Week 3b, basic SVG visualizations with JavaScript

Now that we’ve seen how SVG works, how JavaScript works, and how web browsers provide a JavaScript API for manipulating the DOM, we will create a very basic library for visualizations in JavaScript. Although the library is very limited, its basic idea is similar in spirit to an important part of d3, and when you understand how our library works, you will better understand why d3 works the way it does.

We will start with a very straightforward program that draws a visualization in a very hard-coded way, and we’ll systematically make small changes to this program to make it more generic.

The data

We’ll be working with a small, but real-world dataset that records the number of road fatalities in the United Kingdom, from 1969 to 1984.

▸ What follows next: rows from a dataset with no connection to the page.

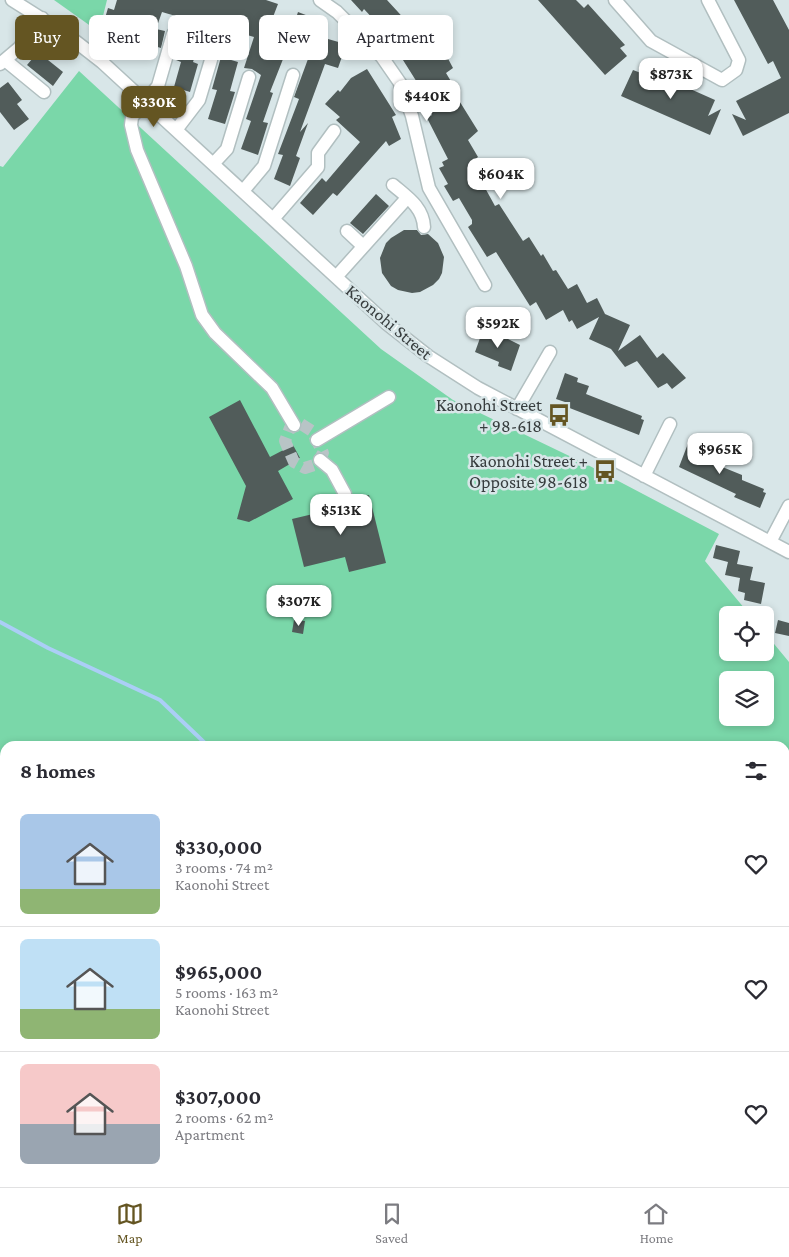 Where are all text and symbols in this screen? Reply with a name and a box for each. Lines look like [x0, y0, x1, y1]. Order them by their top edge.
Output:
chip: Buy [15, 15, 79, 60]
chip: Rent [89, 15, 158, 60]
chip: Filters [168, 15, 249, 60]
chip: New [259, 15, 328, 60]
chip: Apartment [338, 15, 453, 60]
pin: $873K [636, 58, 706, 100]
text: $873K [650, 65, 692, 82]
pin: $440K [392, 80, 462, 122]
pin: $330K [119, 86, 189, 128]
text: $440K [404, 87, 450, 104]
text: $330K [132, 93, 176, 110]
pin: $604K [466, 158, 536, 200]
text: $604K [478, 165, 524, 182]
street label: Kaonohi Street [342, 280, 437, 364]
pin: $592K [463, 306, 533, 349]
text: $592K [477, 314, 519, 331]
place label: Kaonohi Street + 98-618 [436, 395, 543, 436]
bus stop icon: Kaonohi Street + 98-618 [546, 402, 572, 428]
pin: $965K [685, 432, 755, 475]
text: $965K [698, 440, 742, 457]
place label: Kaonohi Street + Opposite 98-618 [469, 451, 588, 492]
bus stop icon: Kaonohi Street + Opposite 98-618 [592, 458, 618, 484]
pin: $513K [306, 494, 376, 536]
text: $513K [321, 501, 361, 518]
pin: $307K [264, 584, 334, 627]
text: $307K [277, 592, 321, 609]
map controls [719, 606, 774, 726]
button: locate [719, 606, 774, 661]
button: layers [719, 671, 774, 726]
icon: filters [742, 757, 770, 785]
text: 8 homes [20, 759, 95, 783]
icon: home [60, 834, 120, 894]
text: $330,000 [175, 835, 262, 859]
icon: heart [742, 850, 770, 878]
text: 3 rooms · 74 m² [175, 859, 273, 876]
text: Kaonohi Street [175, 876, 269, 893]
icon: home [60, 959, 120, 1019]
text: $965,000 [175, 960, 262, 984]
icon: heart [742, 975, 770, 1003]
text: 5 rooms · 163 m² [175, 984, 278, 1001]
text: Kaonohi Street [175, 1001, 269, 1018]
icon: home [60, 1084, 120, 1144]
text: $307,000 [175, 1085, 261, 1109]
icon: heart [742, 1100, 770, 1128]
text: 2 rooms · 62 m² [175, 1109, 273, 1126]
text: Apartment [175, 1126, 245, 1143]
tab: Map [116, 1200, 144, 1246]
tab: Saved [375, 1200, 408, 1246]
tab: Home [640, 1200, 673, 1246] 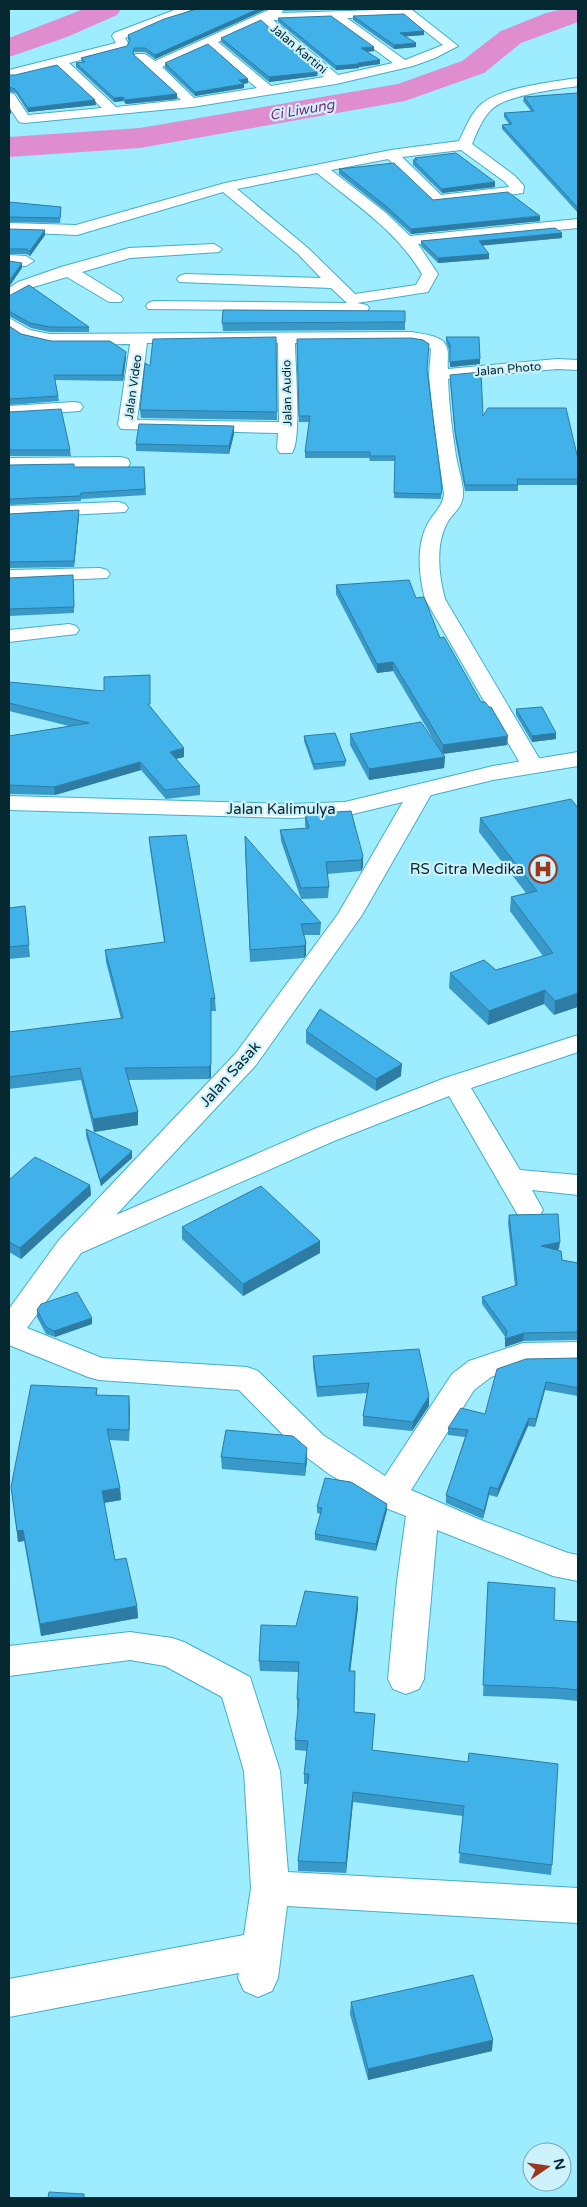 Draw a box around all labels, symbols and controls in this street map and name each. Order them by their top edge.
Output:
street label: Jalan Kartini [268,21,330,77]
water label: Ci Liwung [268,96,337,124]
street label: Jalan Video [122,354,144,420]
street label: Jalan Photo [474,359,542,379]
street label: Jalan Audio [279,360,295,426]
street label: Jalan Kalimulya [226,800,336,818]
hospital icon: RS Citra Medika [528,854,558,884]
place label: RS Citra Medika [410,860,524,878]
street label: Jalan Sasak [196,1037,264,1111]
north arrow [522,2142,572,2192]
text: N [550,2157,569,2172] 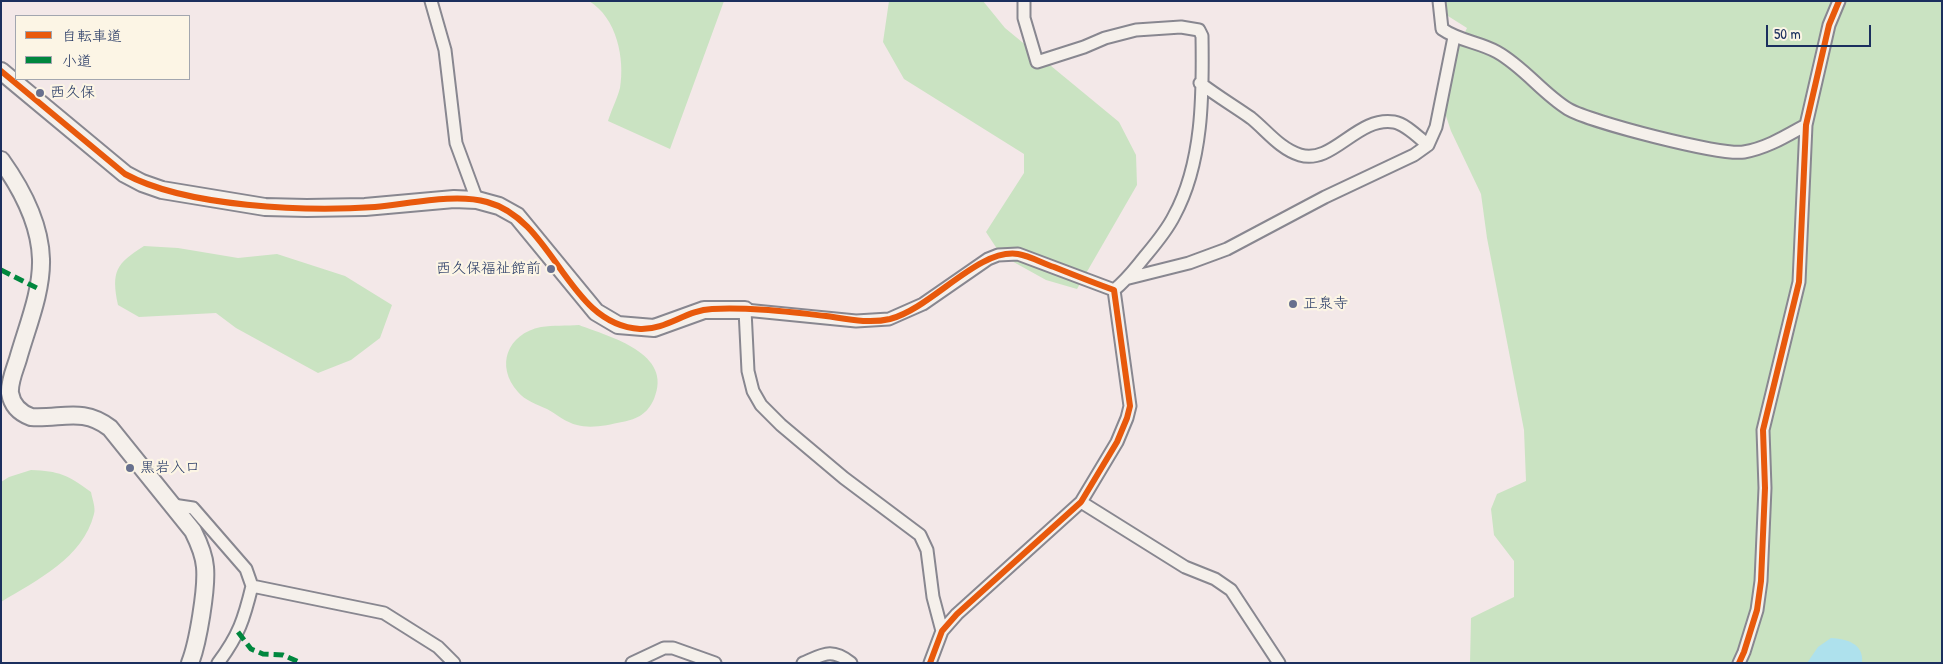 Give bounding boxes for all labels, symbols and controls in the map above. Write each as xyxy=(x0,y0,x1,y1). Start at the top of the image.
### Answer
legend xyxy=(15,15,190,80)
scale bar xyxy=(1768,15,1873,47)
text: 50 m xyxy=(1774,23,1801,44)
text: 自転車道 xyxy=(62,25,122,46)
text: 小道 xyxy=(62,50,92,71)
place label: 西久保 xyxy=(50,84,95,102)
marker: 西久保 xyxy=(34,87,46,99)
place label: 西久保福祉館前 xyxy=(436,260,541,278)
marker: 西久保福祉館前 xyxy=(545,263,557,275)
place label: 正泉寺 xyxy=(1303,295,1348,313)
marker: 正泉寺 xyxy=(1287,298,1299,310)
place label: 黒岩入口 xyxy=(140,459,200,477)
marker: 黒岩入口 xyxy=(124,462,136,474)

Since parsing the data from a typical format like CSV to something that JavaScript can easily process is a boring task, and since we haven’t yet learned how to actually load external data, we’ll simply include an additional JavaScript file called data.js that contains a variable storing this dataset. It is an array of objects, where every object has the fields month, year, and count:

var ukDriverFatalities = [
    { month: 0, year: 1969, count: 1687 },
    { month: 1, year: 1969, count: 1508 },
    { month: 2, year: 1969, count: 1507 },
	...
    { month: 9, year: 1984, count: 1575 },
    { month: 10, year: 1984, count: 1737 },
    { month: 11, year: 1984, count: 1763 }
];

From zero to visualizations in eight steps

We will build a minimal, but reasonably powerful, SVG visualization library by repeatedly improving a piece of source code, little by little. This is one of the most important lessons in this first part of the course. Make sure you understand it.

This is the list of programs we will go through:

  1. No reuse
  2. Generic element creator
  3. Loop over arbitrary data
  4. getter functions for specific attributes
  5. use getters of iteration 4 to adjust visualizations
  6. getter generators, higher-order functions
  7. generic plotAll for any SVG element, just like generic make in iteration 2
  8. Three different visualizations, each with 10 lines of code

As you can see, until iteration 7, all the visualizations look essentially the same. What we are doing is setting up our program so that it becomes easy to explore different visualizations and datasets.

Iteration 1: No reuse

The first version of our program is completely hard-coded in terms of the dataset and the visual encoding. It is a simple bar-chart that encodes the number of fatalities as the height of the element, and the position along the x axis as a chronological axis.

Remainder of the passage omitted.